There’s been a lot of work in the area of profiling. One of the things I have recently fallen in love with is Brendan Gregg’s flamegraphs. I work mainly on Linux, which means I use perf for generating stack traces. Luca Canali put a lot of effort in generating extended stack profiling methods, including kernel (only) stack traces and CPU state, reading the wait interface via direct SGA reading and kernel stack traces and getting userspace stack traces using libunwind and ptrace plus kernel stack and CPU state. I was inspired by the last method, but wanted more information, like process CPU state including runqueue time.

I started playing around with systemtap, and was able to read a process’ CPU state including run queue time. This involves using kernel tapset scheduler, which unfortunately needs the kernel debug info packages (kernel-euk-debuginfo and kernel-uek-debuginfo-common, available via oss.oracle.com). It is not hard to include wait interface information, this is work Luca and I collaborated on in the past. I created a systemtap script called cpu_and_wait_profile.stap, which shows the oracle database state transition between on cpu and in a wait, as well as kernel CPU state information.

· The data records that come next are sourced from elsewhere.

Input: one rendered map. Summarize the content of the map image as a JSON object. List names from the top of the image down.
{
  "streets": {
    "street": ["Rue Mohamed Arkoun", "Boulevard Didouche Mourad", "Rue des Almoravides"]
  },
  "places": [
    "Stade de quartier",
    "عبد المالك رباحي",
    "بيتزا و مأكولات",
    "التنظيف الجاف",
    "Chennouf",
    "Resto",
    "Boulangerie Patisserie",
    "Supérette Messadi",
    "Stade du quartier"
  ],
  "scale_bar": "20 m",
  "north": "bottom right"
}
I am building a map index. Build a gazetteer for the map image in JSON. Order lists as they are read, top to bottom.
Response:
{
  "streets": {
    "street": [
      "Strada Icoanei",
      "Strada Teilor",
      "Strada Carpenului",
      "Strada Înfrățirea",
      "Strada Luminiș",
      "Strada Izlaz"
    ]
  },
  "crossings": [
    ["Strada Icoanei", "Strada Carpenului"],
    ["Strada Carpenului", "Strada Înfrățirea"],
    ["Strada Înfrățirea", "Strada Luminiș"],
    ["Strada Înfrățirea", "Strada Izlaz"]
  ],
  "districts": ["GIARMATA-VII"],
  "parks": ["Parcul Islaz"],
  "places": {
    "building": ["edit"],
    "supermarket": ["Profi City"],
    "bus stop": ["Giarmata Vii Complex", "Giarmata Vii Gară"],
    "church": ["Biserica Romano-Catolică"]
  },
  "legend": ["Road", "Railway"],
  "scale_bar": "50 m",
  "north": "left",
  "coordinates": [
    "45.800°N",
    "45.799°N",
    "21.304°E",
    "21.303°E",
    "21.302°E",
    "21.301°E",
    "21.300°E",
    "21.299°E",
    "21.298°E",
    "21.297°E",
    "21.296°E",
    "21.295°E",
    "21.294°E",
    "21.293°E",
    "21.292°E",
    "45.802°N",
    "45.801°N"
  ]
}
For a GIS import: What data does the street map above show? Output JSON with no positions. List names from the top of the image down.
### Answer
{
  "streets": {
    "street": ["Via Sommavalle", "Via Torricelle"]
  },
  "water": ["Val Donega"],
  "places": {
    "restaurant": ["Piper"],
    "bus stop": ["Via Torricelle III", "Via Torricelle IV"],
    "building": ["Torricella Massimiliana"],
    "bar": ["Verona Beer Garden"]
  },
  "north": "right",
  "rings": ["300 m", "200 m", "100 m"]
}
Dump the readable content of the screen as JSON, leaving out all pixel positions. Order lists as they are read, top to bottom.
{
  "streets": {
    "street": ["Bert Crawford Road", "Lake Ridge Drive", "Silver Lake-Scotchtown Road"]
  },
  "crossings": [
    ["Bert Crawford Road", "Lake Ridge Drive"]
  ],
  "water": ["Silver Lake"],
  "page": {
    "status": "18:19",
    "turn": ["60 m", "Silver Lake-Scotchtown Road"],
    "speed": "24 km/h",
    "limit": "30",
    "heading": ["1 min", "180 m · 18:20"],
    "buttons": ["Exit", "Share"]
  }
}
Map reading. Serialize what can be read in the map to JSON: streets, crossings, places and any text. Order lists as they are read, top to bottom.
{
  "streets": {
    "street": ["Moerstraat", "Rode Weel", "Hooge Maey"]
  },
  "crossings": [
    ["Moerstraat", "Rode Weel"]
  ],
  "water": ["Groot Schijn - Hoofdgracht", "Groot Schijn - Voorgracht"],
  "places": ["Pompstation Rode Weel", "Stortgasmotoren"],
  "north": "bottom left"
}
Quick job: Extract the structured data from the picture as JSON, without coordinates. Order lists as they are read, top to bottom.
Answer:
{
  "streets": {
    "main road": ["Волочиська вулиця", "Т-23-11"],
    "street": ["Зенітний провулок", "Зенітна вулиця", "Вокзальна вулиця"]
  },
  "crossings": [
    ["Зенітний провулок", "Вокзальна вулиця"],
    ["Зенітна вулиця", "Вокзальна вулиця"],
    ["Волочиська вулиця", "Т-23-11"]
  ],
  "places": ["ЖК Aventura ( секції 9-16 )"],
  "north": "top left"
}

This is how that should be executed and what it outputs:

# stap -x 6641 cpu_and_wait_profile.stap
Begin.
w     - 388 (no begin)
c     1    	tot:         334	on:         333	off:           0	q:           0	ti:           0	tu:           0	#slices:    0
w     2 384	tot:           5	on:           5	off:           0	q:           0	ti:           0	tu:           0	#slices:    0
c     3    	tot:         644	on:         644	off:           0	q:           0	ti:           0	tu:           0	#slices:    0
w     4 212	tot:          58	on:          41	off:          17	q:           5	ti:           9	tu:           0	#slices:    1
c     5    	tot:         371	on:         371	off:           0	q:           0	ti:           0	tu:           0	#slices:    0
w     6 212	tot:         146	on:          58	off:          88	q:          14	ti:          69	tu:           0	#slices:    1
c     7    	tot:        1787	on:        1745	off:          42	q:          37	ti:           0	tu:           0	#slices:    2
w     8 212	tot:         265	on:          30	off:         234	q:          12	ti:         218	tu:           0	#slices:    1

The first column indicates if the process is inside an Oracle wait event (w), or is considered running on cpu (c) by the database.
The second column is a serial number. The third column is the wait event number if the process is considered inside a wait, or empty if on CPU.
The column ‘tot’ is the total time (in microseconds) spent on cpu or inside a wait event.
The column ‘on’ is the time spent truly running on CPU. Obviously, ‘off’ is all the time not spent running on the CPU.
The columns ‘q’, ‘ti’ and ‘tu’ are off CPU states. ‘q’ is time spend in the CPU runqueue. This is not a kernel state, a process gets the state ‘TASK_RUNNING’ to indicate it is willing to run, after which it’s the task of the scheduler to manage willing to run processes and get them onto a CPU. ‘ti’ is a kernel state, which means ‘TASK_INTERRUPTABLE’. This is a state after which the process is taken off the CPU, because it is waiting for something to complete. ‘Something’ means a disk IO, a timer to expire, etc. ‘tu’ means ‘TASK_UNINTERRUPTIBLE’, which is used if a process should only continue when a specific condition is met, and reacting to signals would be problematic.
The last column ‘#slices’ is the number of times the process has gotten on cpu.
If you look at the example output above, you see that the process started running, and remained running until sequence number 4 (sequence number is the second column). Sequence number 4 is an Oracle wait event, number 212 (direct path read). The earlier wait event number 384 was passed without actually waiting; total time is 5us, on cpu was 5us too (!). The total time spent in the wait event in sequence #4 is 58us, of which 41us was spent on cpu, and 17us off cpu. The off cpu time is composited of 5us run queue time (q) and 9us ‘TASK_INTERRUPTIBLE’ time, of which the total is 14us, which leaves 3us off cpu/unaccounted for. This is time taken by the state transitions and context switches. The actual sequence of events of the CPU state is: TASK_RUNNING (on cpu), then TASK_INTERRUPTIBLE is entered, which is actually waiting for IOs in this case (wait event ‘direct path read’, remember?). The ‘TASK_INTERRUPTIBLE’ state means the process is stopped from processing by the kernel (taken off cpu), which is logical, because it means the process is deliberately waiting for something before it can continue. Once the condition is met (IO(s) ready in this case), the process can continue. To continue, the process state is set to ‘TASK_RUNNING’, and put on a runqueue. This means there is no explicit process state ‘in run queue’. This state (state set to ‘TASK_RUNNING’ but not running on CPU yet) is shown with ‘q’. Once the process has enough priorities, the scheduler switches the process running on the CPU again.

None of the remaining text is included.